What if we send it round the world and make a ‘zine? Round the world may be a bit ambitious but certainly round the UK is doable.
The whisky talking?
I was sat in a cafe with a pot of tea on 16th June 2021 when John messaged me via Twitter. He’d been chatting to James, another photographer, about the camera he’d been lent. James was keen to try it out and John knew I’d be more than happy. After a few whiskys though they came up with the idea of a world tour for the camera and perhaps also a ‘zine. Thus was born this collaborative project.
The camera itself was the result of an impulse buy I made from a charity shop; I figured that even if I didn’t use the camera regularly I was still doing some good for the charity. So, you could say that this whole project was founded on impulses.
Next week the camera moves on, down to the south coast if I recall, and the recipient is I believe a complete newcomer to both pinhole and large format photography. One of the things John and I are keen on doing is encouraging people who’ve never used large format before and to this end John is lending three DDSs to the project – which will be going south fully loaded!
The camera has a 50mm field of view, a 0.2mm pinhole and an effective f-stop of f250. To put that in context, a scene that meters at 1/30th second at f16 becomes an exposure of eight seconds BEFORE taking into account the reciprocity failure of the film stock. So, if you are using Fomapan 100, which is my go-to for 5×4 pinhole, this 8 second exposure becomes 56 seconds once reciprocity is factored in. If, like me you also routinely use a contrast filter for black and white photography (a yellow/green in my case), then this becomes seven and a half minutes!
The project already has five participants in addition to John and myself and we’ve only been kicking the idea around for ten days or so. Hopefully, as more images are shared with the #DPCWT2021 tag then more people will want to get involved. Watch this space!
Fear not, I’m not about to get all poetic in my appreciation of the aforementioned wooden box. The box of which I speak is my Zero Image 612b pinhole camera. The ‘b’ is for basic of course, whereas the 612 indicates a maximum negative size of 6×12. In reality the negative is bigger than 6×12 as I’ve mentioned before. It is also multi-format as baffles inside can be moved to create 6×4.5, 6×6, 6×7 and 6×9 in addition to the titular 6×12.
When I bought it I felt it was expensive for what it was and even more so when it languished on a shelf for month after month once the first couple of rolls had been exposed. None too successfully at that if I’m honest. However, just recently I’ve used it more and have started to learn to appreciate it properly. I’ve also started to get the hang of using it more effectively too.
The biggest thing I’ve learnt is that it likes to be close to the action – very close! I’ve taken a couple of images recently featuring coffee mugs – with said mugs never more than three inches from the wooden box. Really, that close. I’m finding that for my taste, using a very obvious main subject very close to the box helps create depth and a real sense of three dimensional space. That’s not to say that every pinhole image I make has a subject right up close but it’s fair to say that I’ve never been disappointed when I’ve got in close and many images could have benefitted from being closer to the subject. This little box does have a fair sized field of view!

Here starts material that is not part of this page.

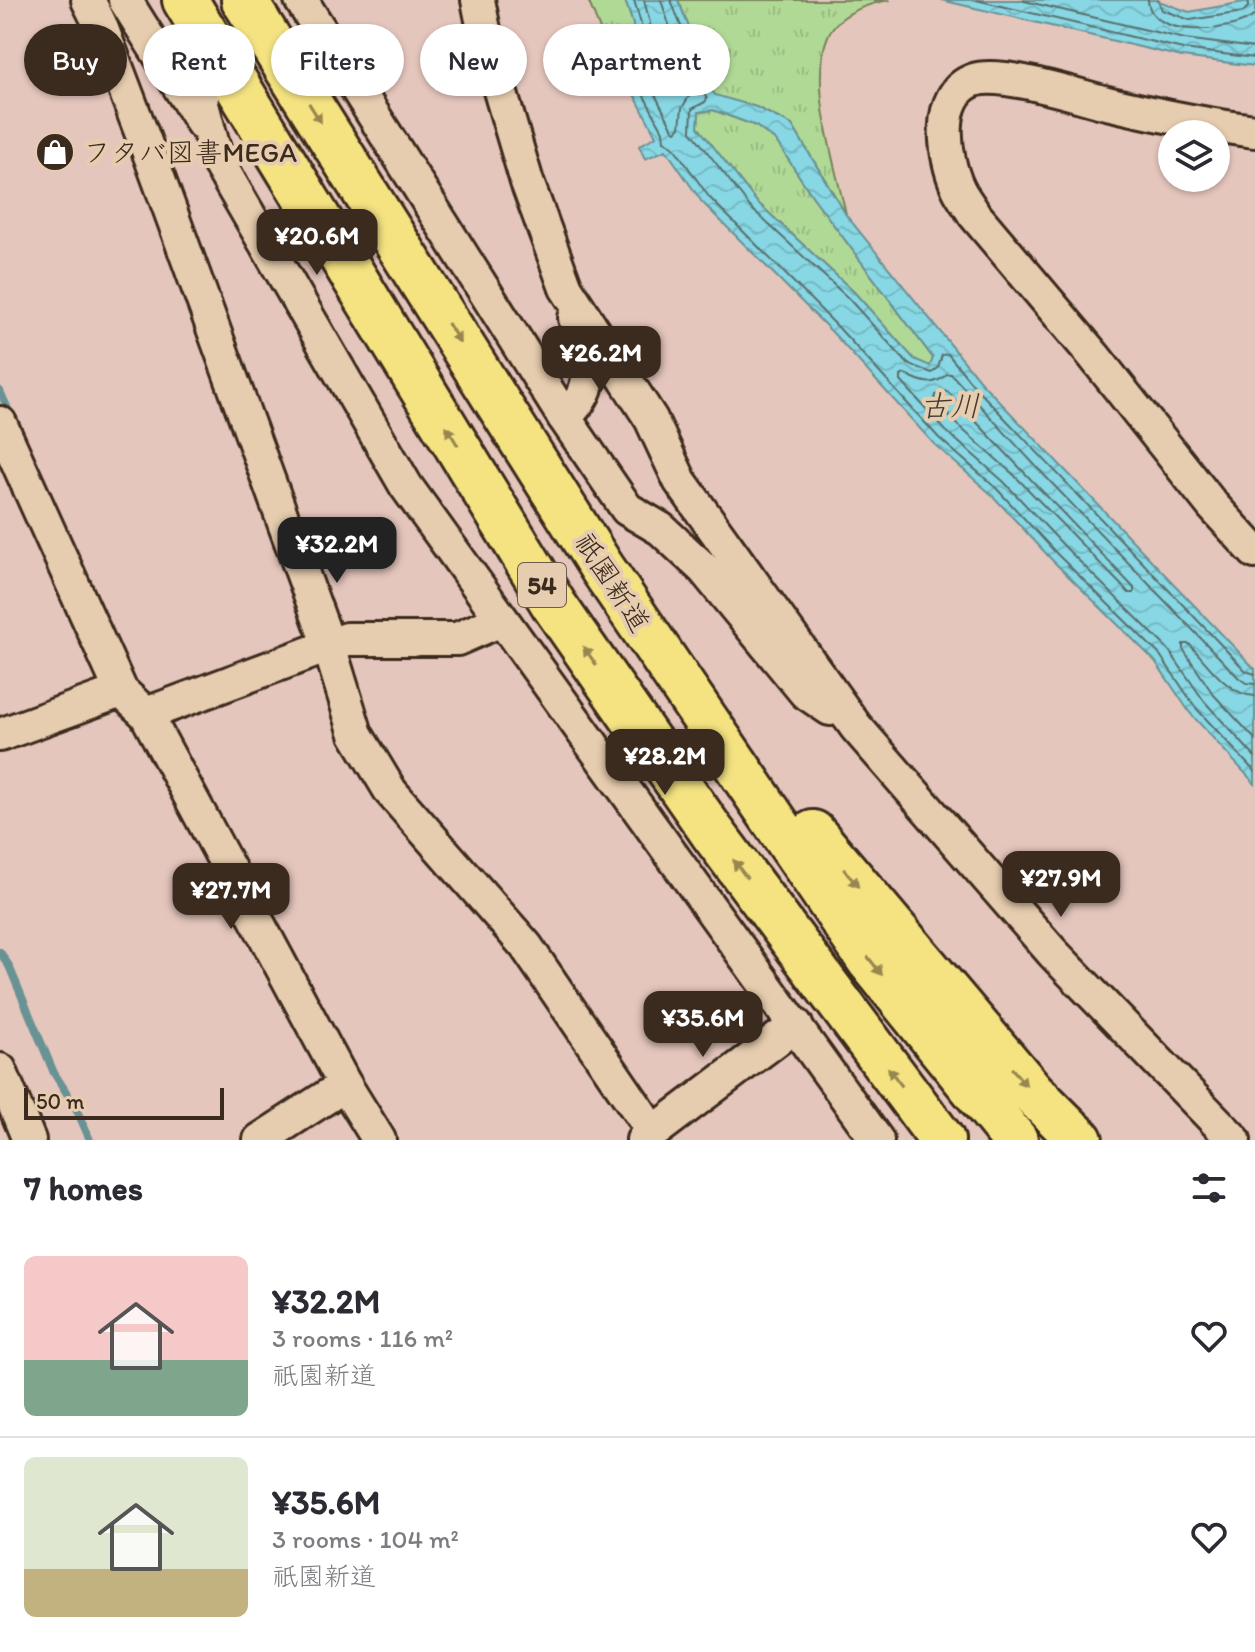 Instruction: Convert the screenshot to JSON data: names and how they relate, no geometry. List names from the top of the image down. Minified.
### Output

One of my early mistakes with this box was with regards to exposure calculations. I metered as I would normally but still seemed to get under-exposed negatives. My mistake was treating the given aperture value as gospel – my box likes light, plenty of it too. I now almost always add on at least a stop to the exposure time I calculate and am never afraid to bracket if in doubt. Reciprocity should also be taken seriously in my experience, especially with the Fomapan 100 I favour for my pinhole work. I chose Fomapan precisely because of its huge reciprocity values. It is actually helpful to have longer exposure times when your shutter is manually opened and closed by simply sliding a piece of wood to reveal and then hide the pinhole.

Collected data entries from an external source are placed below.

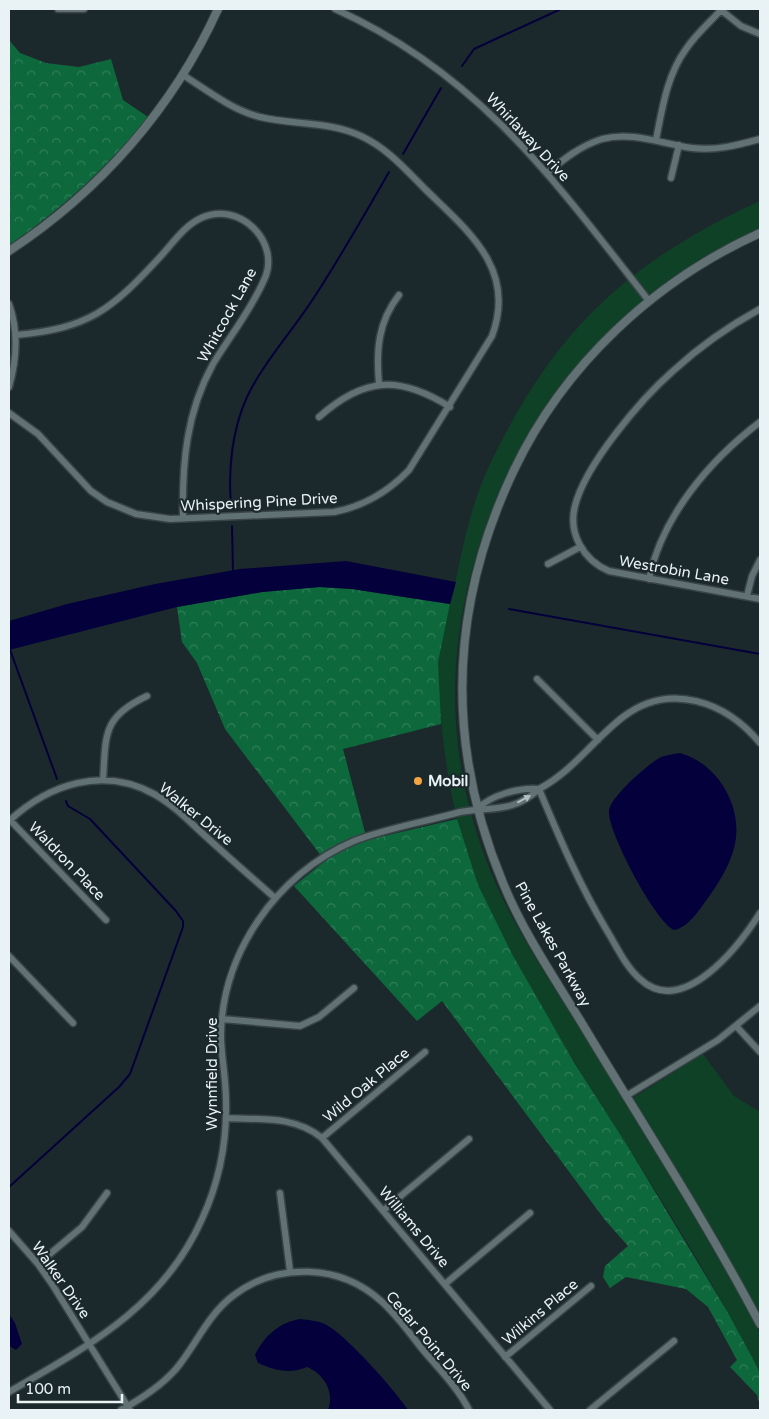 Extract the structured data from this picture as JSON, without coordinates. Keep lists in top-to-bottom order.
{
  "streets": {
    "street": [
      "Whirlaway Drive",
      "Whitcock Lane",
      "Whispering Pine Drive",
      "Westrobin Lane",
      "Walker Drive",
      "Waldron Place",
      "Pine Lakes Parkway",
      "Wynnfield Drive",
      "Wild Oak Place",
      "Williams Drive",
      "Wilkins Place",
      "Cedar Point Drive"
    ]
  },
  "crossings": [
    ["Whirlaway Drive", "Pine Lakes Parkway"],
    ["Whitcock Lane", "Whispering Pine Drive"],
    ["Walker Drive", "Waldron Place"],
    ["Walker Drive", "Wynnfield Drive"],
    ["Walker Drive", "Cedar Point Drive"],
    ["Pine Lakes Parkway", "Wynnfield Drive"],
    ["Wynnfield Drive", "Williams Drive"],
    ["Wild Oak Place", "Williams Drive"],
    ["Williams Drive", "Wilkins Place"]
  ],
  "places": ["Mobil"],
  "scale_bar": "100 m"
}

This is a seriously lightweight piece of kit and despite accommodating 6×12 negatives it is surprisingly small. It fits comfortably in my shoulder bag even with an SLR/DSLR with a second lens already present. Spare film and my mini tripod also fit in and I’ve made plenty of images that I’d not have been able too if the box took up more room. I like to travel with minimal kit and this box adds extra artistic capability without being a burden.
Not only is this box light and therefore easily carried in my shoulder bag “just in case” I need it, it is also pretty water resistant. No electronics to fizzle under the persistent rain we are blessed with here in the UK for a start. No lens to become rain spattered and smeared either. A quick wipe with a micro-fibre cloth and it’s like it was never wet. I’ve used this little box in torrential rain, on the beach, low down on a mini tripod with the sea lapping around and whilst I’ve been careful not to submerge it in water I’ve yet to have any issues with a malfunctioning box!
Of course, this isn’t my only pinhole camera. It isn’t even my only Zero Image camera. I have pinholes in 35mm, 120 and 5×4 large format. All of them are simply wooden boxes. I’ve written about them regularly, including this post which could have been sponsored by a rubber band company! It wasn’t but I’m still open to offers!
For some people, pinhole equates to fuzzy, unsharp images but whilst I’ve my fair share of such pictures, with or without a lens, it is my experience that a pinhole camera can also produce lovely crisp images. To support this assertion I present the image above created with the Zero Image 5×4. The key is technique. Which applies to all forms of photography I guess. Whilst a pinhole camera may be a very simple technological concept it is true that you still need good technique. For a start there are no electronics to assure good focus, the correct exposure or even adjust for slight camera movement. The first requirement is that the camera doesn’t move either during the exposure or at the time the shutter is opened or closed. This requires two things. Firstly, a tripod or other support to keep the camera still. A wall is helpful here if you find yourself without anything else although for my part a mini tripod is always in the bag with the camera. Secondly, a steady hand to ensure the camera isn’t knocked whilst operating the shutter. Some pinhole cameras have a cable release mechanism built in allowing the use of a standard threaded cable release although sadly none of mine feature this innovation.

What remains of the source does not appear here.